Paragraph 328-440(c) will not be satisfied where the relevant individuals are merely notionally, or hypothetically, a member of the Family Group of the specified individual in relation to the FTE referred to in paragraphs 328-440(a) and (b).

In this case, the FTE is the one made by the Trust and the individual specified in that FTE is Person Z. The legislative requirement in paragraph 328-440(c) will be satisfied if New Trust makes a valid FTE that is in force with Person Z as the specified individual.

In relation to the Proposed Restructure and New Trust it is noted that:

•         New Trust is proposed to be the sole shareholder of New Co;

•         New Trust cannot make an FTE specifying Person Z as the specified individual as he is now deceased;

•         It is not proposed that New Trust will make an FTE specifying a different specified individual; and

•         The draft trust deed for New Trust will restrict the discretionary beneficiaries to any person who, under section 272-90 of Schedule 2F to the ITAA 1936, is a member of the Family Group of Person Z if Person Z were the individual specified in an FTE.

As the ultimate economic ownership test in paragraph 328-430(1)(c) cannot be satisfied, the conditions in subsection 328-430(1) are not satisfied, and the Proposed Restructure will not qualify for small business restructure relief under subdivision 328-G of the ITAA 1997.

Question 2

Summary

The Alternative Restructure will qualify for small business restructure relief under subdivision 328-G of the ITAA 1997.

Detailed reasoning

As detailed above in Question 1, the ultimate economic ownership test under section 328-440 must be satisfied for relief under subdivision 328-G.

In the case of the Alternative Restructure, the sole shareholder of New Co will be the Trust, instead of being New Trust.

The Trust is a Non-fixed Trust for the purposes of section 272-70 of Schedule 2F of the ITAA 1936 and has made an FTE nominating a specified individual, Person Z, under section 272-80 of Schedule 2F to the ITAA 1936. As the assets proposed to be transferred are the property of the Trust immediately before the Proposed Transaction takes effect, this will fall within subparagraph 328-440(a)(i).
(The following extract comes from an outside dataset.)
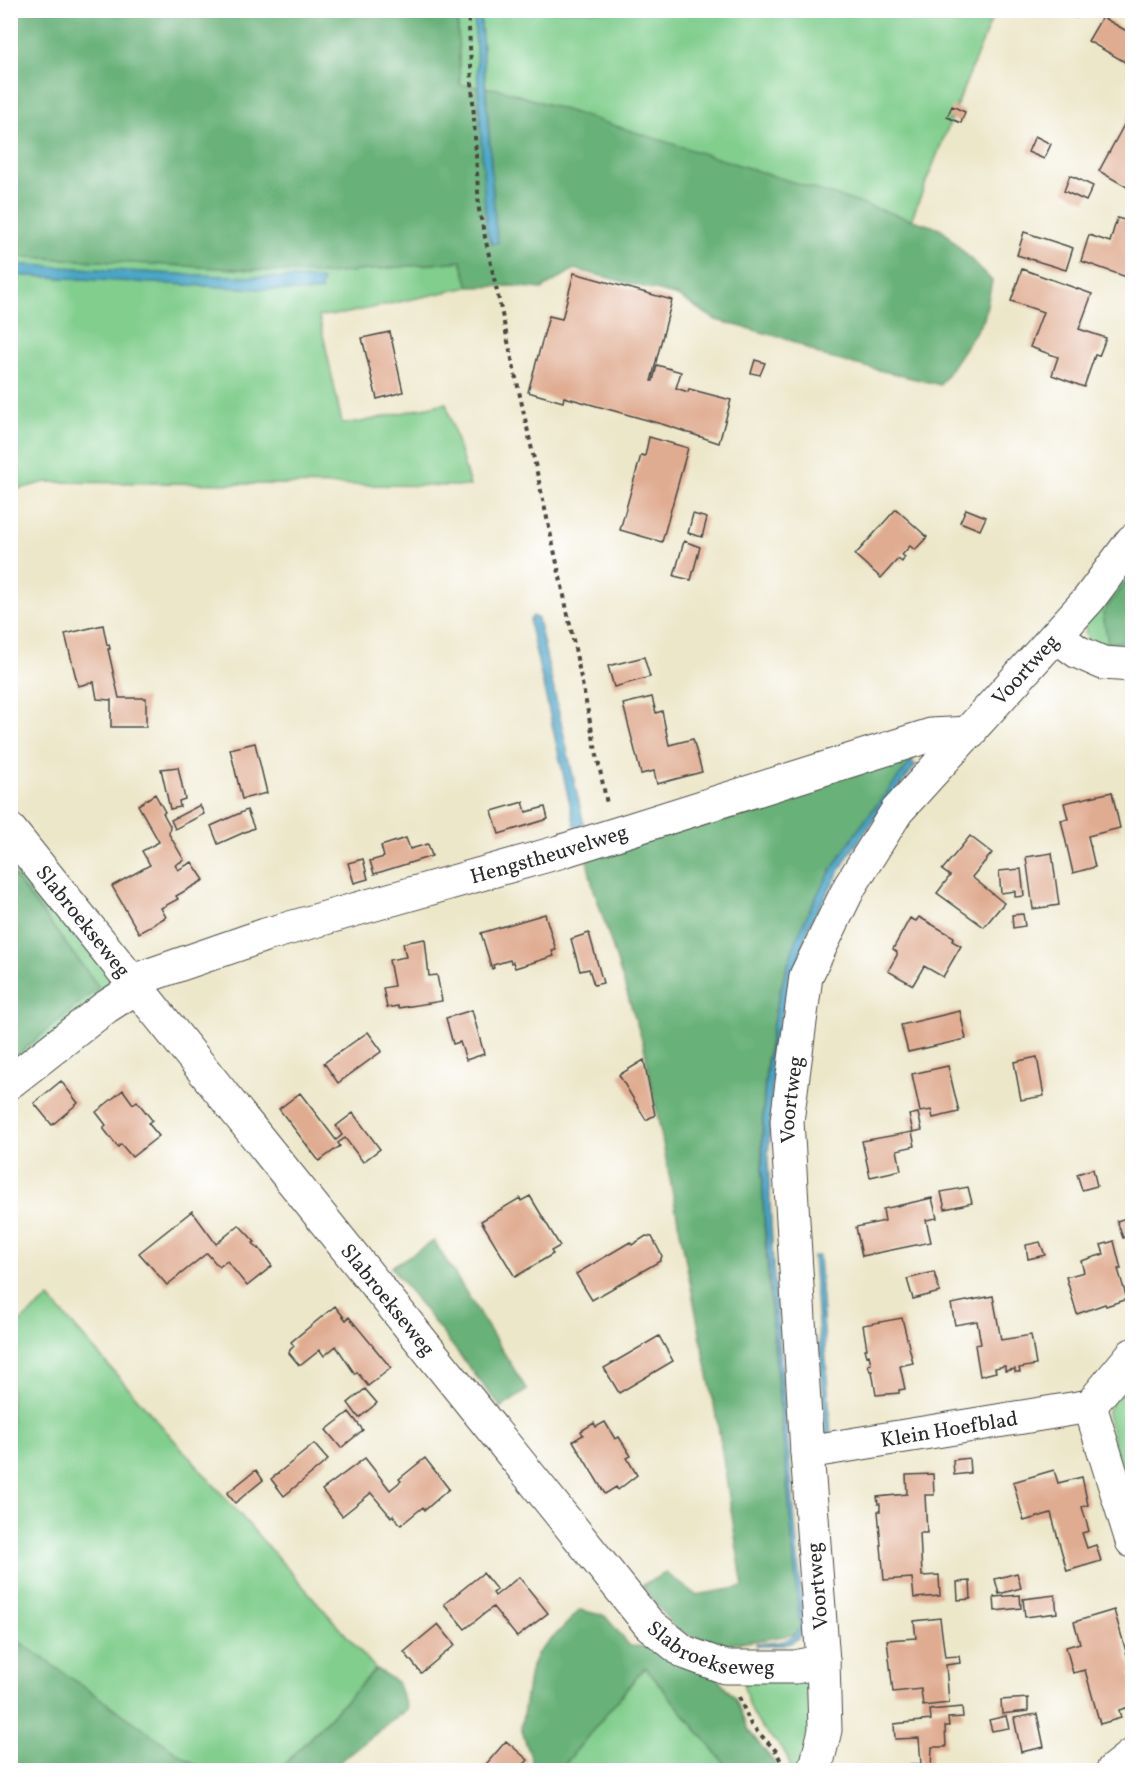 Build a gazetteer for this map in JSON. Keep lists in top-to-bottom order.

Paragraph 328-440(b) requires that the trust or trusts are those that are identified in paragraph 328-440(a), and that we consider whether all the ultimate economic owners of the transferring trust are members of the family group.

In relation to paragraph 328-440(b) it is satisfied as every individual who, just before the Proposed Restructure happens, will have the ultimate economic ownership of the asset and will be a member of the Family Group relating to the Trust (i.e., the trust referred to in subparagraph (a)(i)).

Similarly, paragraph 328-440(c) requires that, every individual who, just after the transfer takes effect, has the ultimate economic ownership of the asset is a member of the Family Group (i.e., of the individual specified in the FTE referred to in paragraphs 328-440(a) and (b)). As the sole shareholder of New Co will be the Trust, paragraph 328-440(c) will be satisfied.

As the requirements of section 328-440 are satisfied the requirements of 328-430(1)(c) are also satisfied.

Active assets

Section 328-430(1)(d) requires that the transferred asset is a CGT asset (other than a depreciating asset) that is an active asset, at the time the transfer takes effect.

Paragraph 152-40(1)(a) provides that a tangible or intangible CGT asset is an active asset if you own the asset and it is used, or held ready for use, in a business carried on (whether alone or in partnership) by you, your affiliate or another entity that is connected with you.

The assets being transferred to the New Co are used in the course of a carrying on the business. Therefore, the assets will be active assets and the requirement in subparagraph 328-430(1)(d)(i) will be satisfied.

Residency

Both the Trust and New Co are Australian residents and meet the residency requirements of subsection 328-430(1)(e).

Roll-over choice

Both the Trust and the New Company will choose for the roll-over to apply in relation to the assets and paragraph 328-430(1)(f) will, therefore, be satisfied.

Conclusion

As each of the requirements in paragraphs 328-430(1)(a) to (f) will be satisfied if the Alternative Restructure is implemented, it will qualify for small business restructure relief under subdivision 328-G.